The state of striving is a curious one to be in. For, while many of us lean on the definition of the term meaning ‘try’, it actually means to argue, to contend; ultimately, to ‘resist‘.

Indeed, the word ‘try‘ itself means to attempt to do, it doesn’t mean do. This is likely why the word contains failure. If you hypnotise someone to try to do something, they will never achieve it. (I believe I learned that from hypnotist Miriam Castilla.)

I learned recently that I’ve been striving my entire life. That striving is a legacy from my parents, and that this has affected my ability to achieve my dreams. Tellingly, it’s affected my willingness to work on my dreams. It’s been a deep, long-seated blocker against creativity. Since unearthing this taproot, I’ve experienced an outpouring of creative activity and a willingness to treat myself nicely.

The stillness that has emerged has been refreshing. No longer do I feel the immense weight of stuff hanging over my shoulders. More often am I able to experience the fullness of standing. To feel the expansion of this body that I inhabit. To be in the world in a way that allows me to experience the world rather than the emotions and thoughts arising as a result of it.

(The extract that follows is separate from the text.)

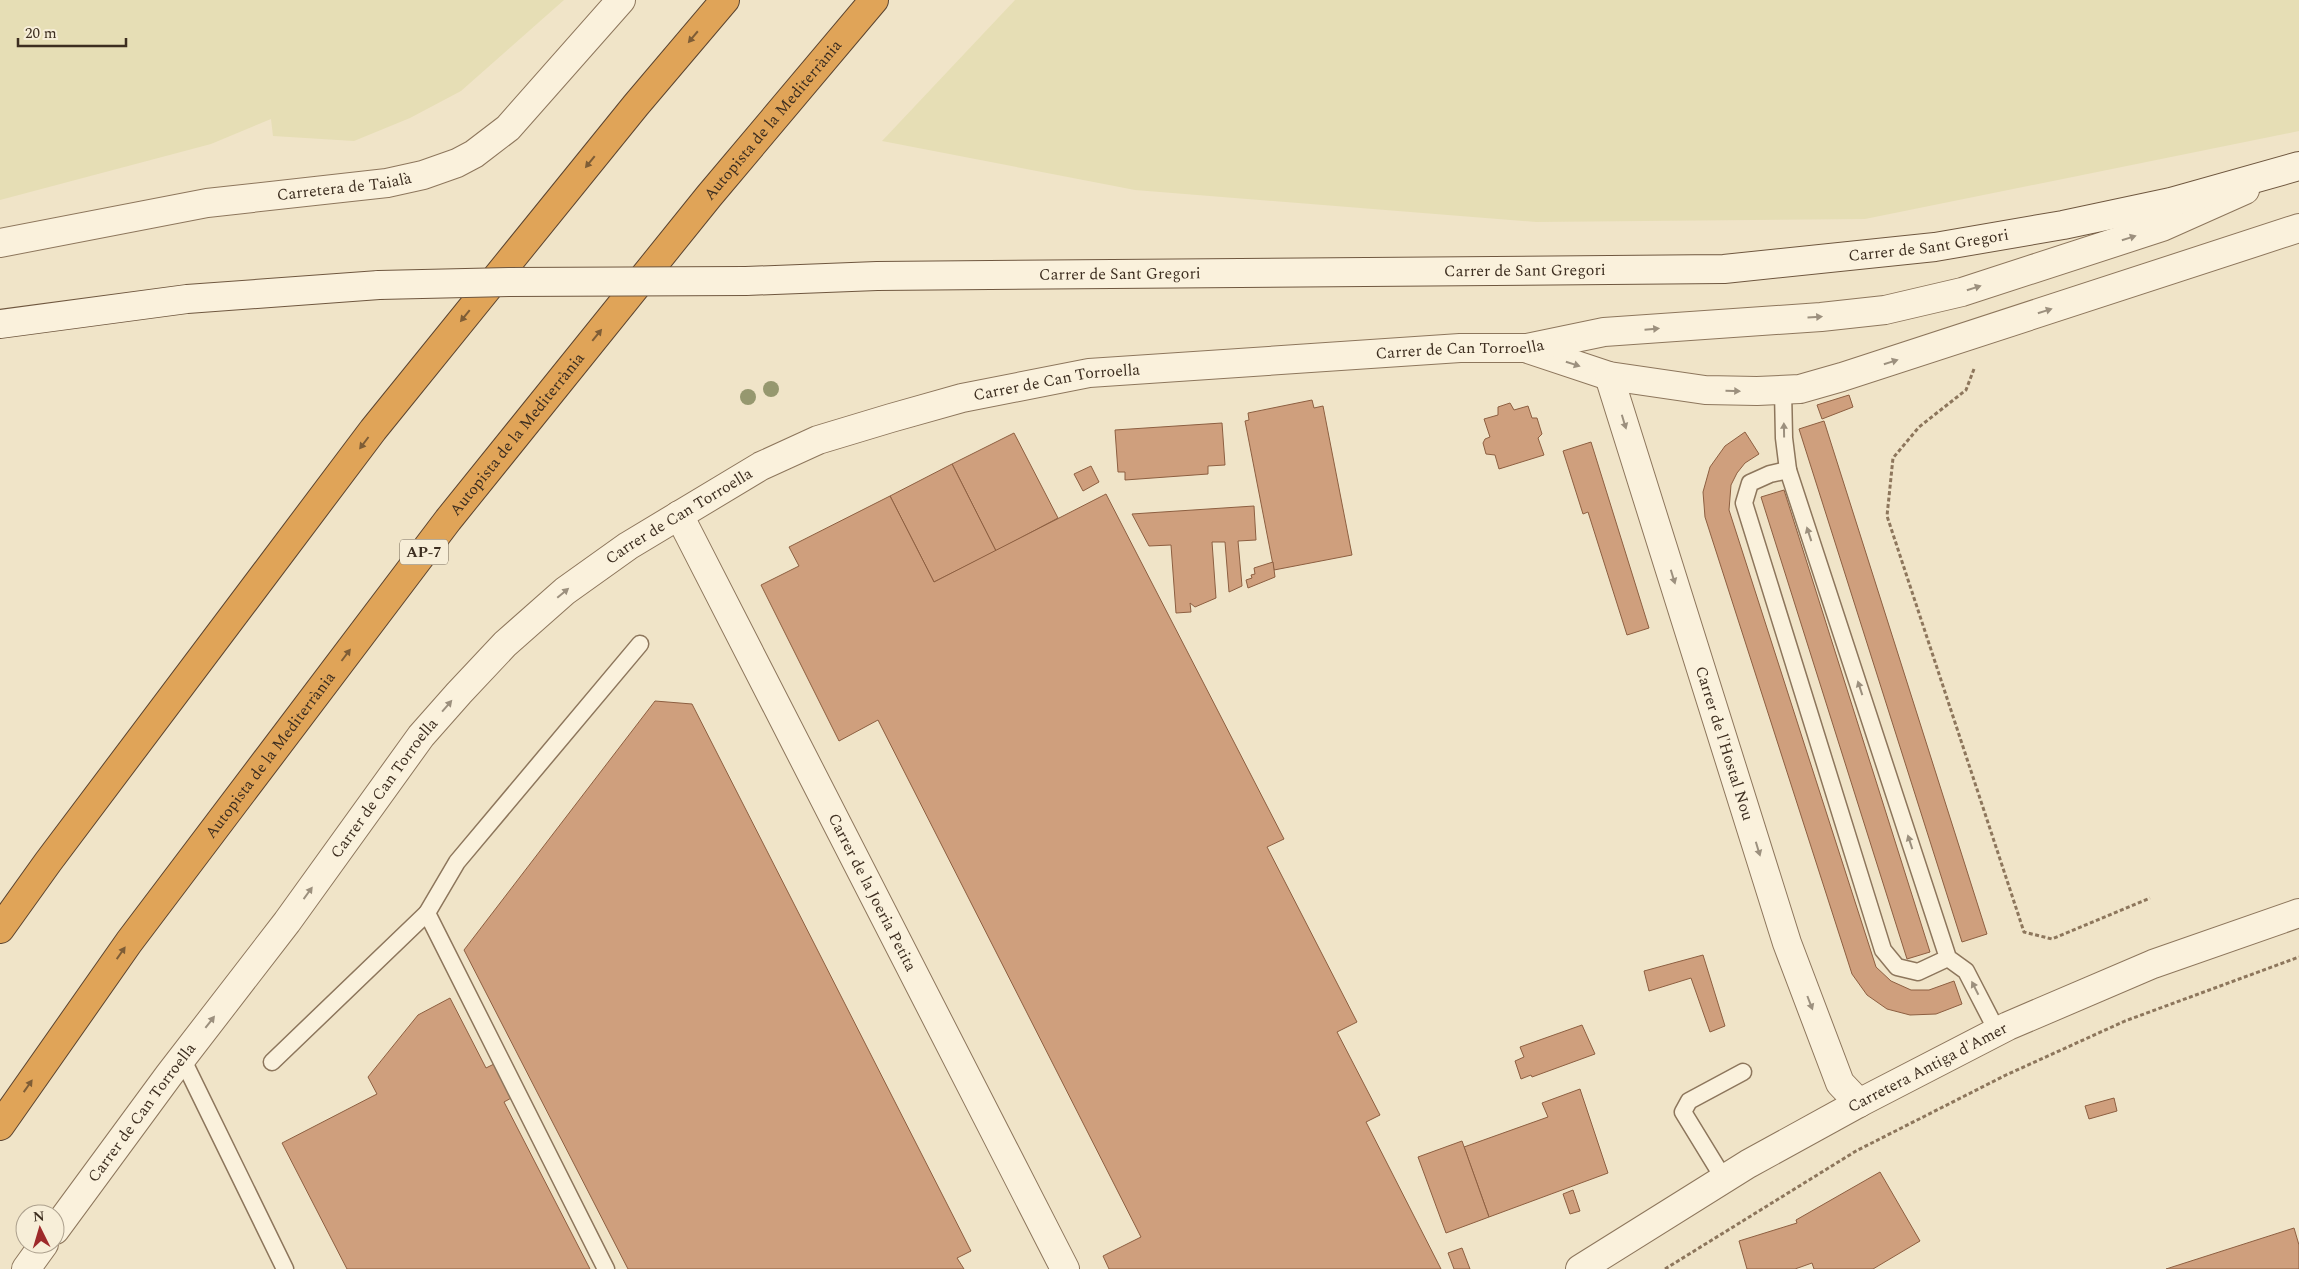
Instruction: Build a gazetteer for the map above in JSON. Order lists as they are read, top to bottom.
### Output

Today I realised that it’s been forever since I’ve written anything for myself that hasn’t been part of The Artist’s Way, which I’m re-doing with a group of fellow creatives. There is a lot of writing, reflection, activity, thinking, talking, discussing built into that recovery program. Working alongside creatives to do it is powerful, too. Together, we discover similarities, probe our sore spots, experience other people’s torches shining on limitations that we refuse to see. Because the group is built on mutual trust, respect, and love for who we truly are, there is no ill-will about seeing these wounds or being called out on our bullshit. You can do The Artist’s Way alone, and I have. But in a group it is communal in way that I’ve previously only experienced in communities centred on spirituality or God; communities that baffled me with their genuine ‘all-in’ on belief. Now I get it.

Then when I experienced a little serendipity, by way of an email pointing to this article in The Marginalia, I took a breath. I felt urged to write, so here I am.

That article is part of a series titled The Unphotographable. This focus on nature is deeply at the heart of what I’m being called to write. It’s at the heart of where I’ve been blocked. Desiring to write a thing, I have been having creative tantrums about the thing and thus not writing.

It’s because I preferred striving.

I preferred striving, I realise now. I preferred the feeling of striving to the feeling of doing, because my parents believe that achieving dreams (or investing, or being a successful landlord, or being an artist, or doing the thing your soul calls you to do) is something that other people do. I grew up seeded with this belief. I’ve lived my entire life subconsciously playing out this belief. The result has been that the feeling of striving meets my parents’ standards for hard work without the end result that might make them envious, and thus, damage our relationship.

Fucked up, isn’t it.

It’s so fucked up how we damage ourselves and our families without even realising. It’s so fucked up that I have no problem letting it go and coming back to a worshipful engagement of myself as creator. As soon as I began this process, the gates unlocked and poetry–beautiful, flowing poetry–flowed again.

With it, serendipitous reading showing me that there are multitudes of others, all equally steeped in the natural world. All called to write their experiences of phenomena like rain.

This recognition of me as creator, of writer of nature, is at odds with how I’ve described myself for my entire life. When asked what I write, I describe myself as a character writer: Someone for whom character is at the heart and soul of everything. It’s not story. It’s not place. It’s not life. It’s crafting a character in the fullness of their every dimension. It’s also untrue.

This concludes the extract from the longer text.